Belle and Sebastian in Get me away from here, I'm dying.

5 comentários:

Rodrigo Gameiro disse...

teu blog tá demais!
Vou passar teu contato para minhas comparsas editoras!
;-)

Bruno Quintella disse...
Este comentário foi removido pelo autor.
Bruno Quintella disse...

Das dores

Cuspir no chão é pontuar com a boca as frases da calçada, portuguesa, claro, porque gosto da minha língua. Ponto. Haja dor para tal destreza e para tal atrevimento, por isso busco nos pulmões a inspiração pigarreada na garganta arranhada pela tosse de vírgulas e e exclamações. Salivam-se palavras – diz o cartaz do centro da cidade.


Do suor

Despelar o pé: morte à carne-viva! Brado tais palavras sempre que me esqueço dos chinelos em casa quando vou à praia. Os óculos repousados nas orelhas e na ponta do nariz, formando aquele triângulo isósceles de outras pontas, as de cartilagem, e rumo em direção à orla abarrotada de crianças banguelas, coroas ora pedalando ora caminhando a passos largos um trajeto curto, mulheres fabricadas – e adquiridas ainda na planta – e homens cada vez mais sem pelos.
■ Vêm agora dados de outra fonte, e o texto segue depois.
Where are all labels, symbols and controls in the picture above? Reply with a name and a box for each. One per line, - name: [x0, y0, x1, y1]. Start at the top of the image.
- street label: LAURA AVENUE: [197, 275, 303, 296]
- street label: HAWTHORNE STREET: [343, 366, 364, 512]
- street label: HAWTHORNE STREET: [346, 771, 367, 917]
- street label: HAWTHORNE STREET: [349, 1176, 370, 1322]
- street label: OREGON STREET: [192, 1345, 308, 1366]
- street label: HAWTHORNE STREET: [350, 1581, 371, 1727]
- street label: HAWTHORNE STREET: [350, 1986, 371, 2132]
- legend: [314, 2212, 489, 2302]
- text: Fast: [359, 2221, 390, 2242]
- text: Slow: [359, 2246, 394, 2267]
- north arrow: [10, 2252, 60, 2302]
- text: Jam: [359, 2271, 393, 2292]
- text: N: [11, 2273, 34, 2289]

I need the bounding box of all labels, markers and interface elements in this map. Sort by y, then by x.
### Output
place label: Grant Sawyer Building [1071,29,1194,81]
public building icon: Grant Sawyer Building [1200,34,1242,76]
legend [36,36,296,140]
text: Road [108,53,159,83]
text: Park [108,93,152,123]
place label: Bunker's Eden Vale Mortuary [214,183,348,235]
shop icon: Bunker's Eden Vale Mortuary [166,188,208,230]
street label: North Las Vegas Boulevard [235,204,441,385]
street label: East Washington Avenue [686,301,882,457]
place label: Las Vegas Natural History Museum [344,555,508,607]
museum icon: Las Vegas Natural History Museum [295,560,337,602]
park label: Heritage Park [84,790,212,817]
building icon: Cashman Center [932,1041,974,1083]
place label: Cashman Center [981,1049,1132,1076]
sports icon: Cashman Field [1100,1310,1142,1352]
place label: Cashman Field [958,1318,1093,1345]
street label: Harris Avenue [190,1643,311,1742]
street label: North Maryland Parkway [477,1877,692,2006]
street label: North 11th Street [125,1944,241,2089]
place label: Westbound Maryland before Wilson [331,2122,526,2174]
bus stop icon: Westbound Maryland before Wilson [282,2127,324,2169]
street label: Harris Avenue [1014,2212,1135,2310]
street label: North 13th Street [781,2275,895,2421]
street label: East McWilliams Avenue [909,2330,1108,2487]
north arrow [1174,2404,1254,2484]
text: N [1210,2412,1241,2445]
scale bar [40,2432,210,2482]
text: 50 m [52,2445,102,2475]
Percorro com os olhos sob lentes escuras o clarão da areia, penso que pode ser arrastão, mas depois reconheço que meu instinto maquiavélico me traiu mais uma vez, era outra rede, era apenas uma tarrafa pescando gente humana: aglomerados de biquinis e sungas à espera de barracas e cadeiras. Que falta me faz o queijo coalho, assim, como sinto saudade de enxergar a areia antes de me esbarrar nas pernas enfileiradas de pessoas que nunca tinha visto antes, como se fosse um tapete de panturrilhas. Faz calor e por isso pesco da mochila o mundo de letras e ponho-me a lê-las, deixando que o calor me faça suar por dentro, porque, por fora, já não é mais notícia.

Dos vôos

Manobro pensamentos, decolo sem autorização, degolo passagens: olhos em queda-livre, porque o sono me passa uma rasteira e acabo voando abaixo do radar. Nem sempre a colisão é risco, por isso sinto-me menos existencialista e me doo: me leve os olhos, o coração, a cabeça, me arranque a memória e o passado, e me deixe aterrissar sem pouso, me permita ser dono de tudo que não é mais meu: minha maior posse é não ter nada.


Dos laços
Esse prefiro nem comentar, para não estragar... ADOREI esse trecho: “a linha sempre arrebenta na última agulhada, impossibilitando o nó que segura a costura, desatando mágoa e lamentos engasgados”.

Beijos, amore mio

Julieta disse...

Uau!!!

Bruno, my love, assim você me deixa tímida e com medo de escrever qualquer coisa depois!

Anônimo disse...

Nice dispatch and this mail helped me alot in my college assignement. Gratefulness you for your information.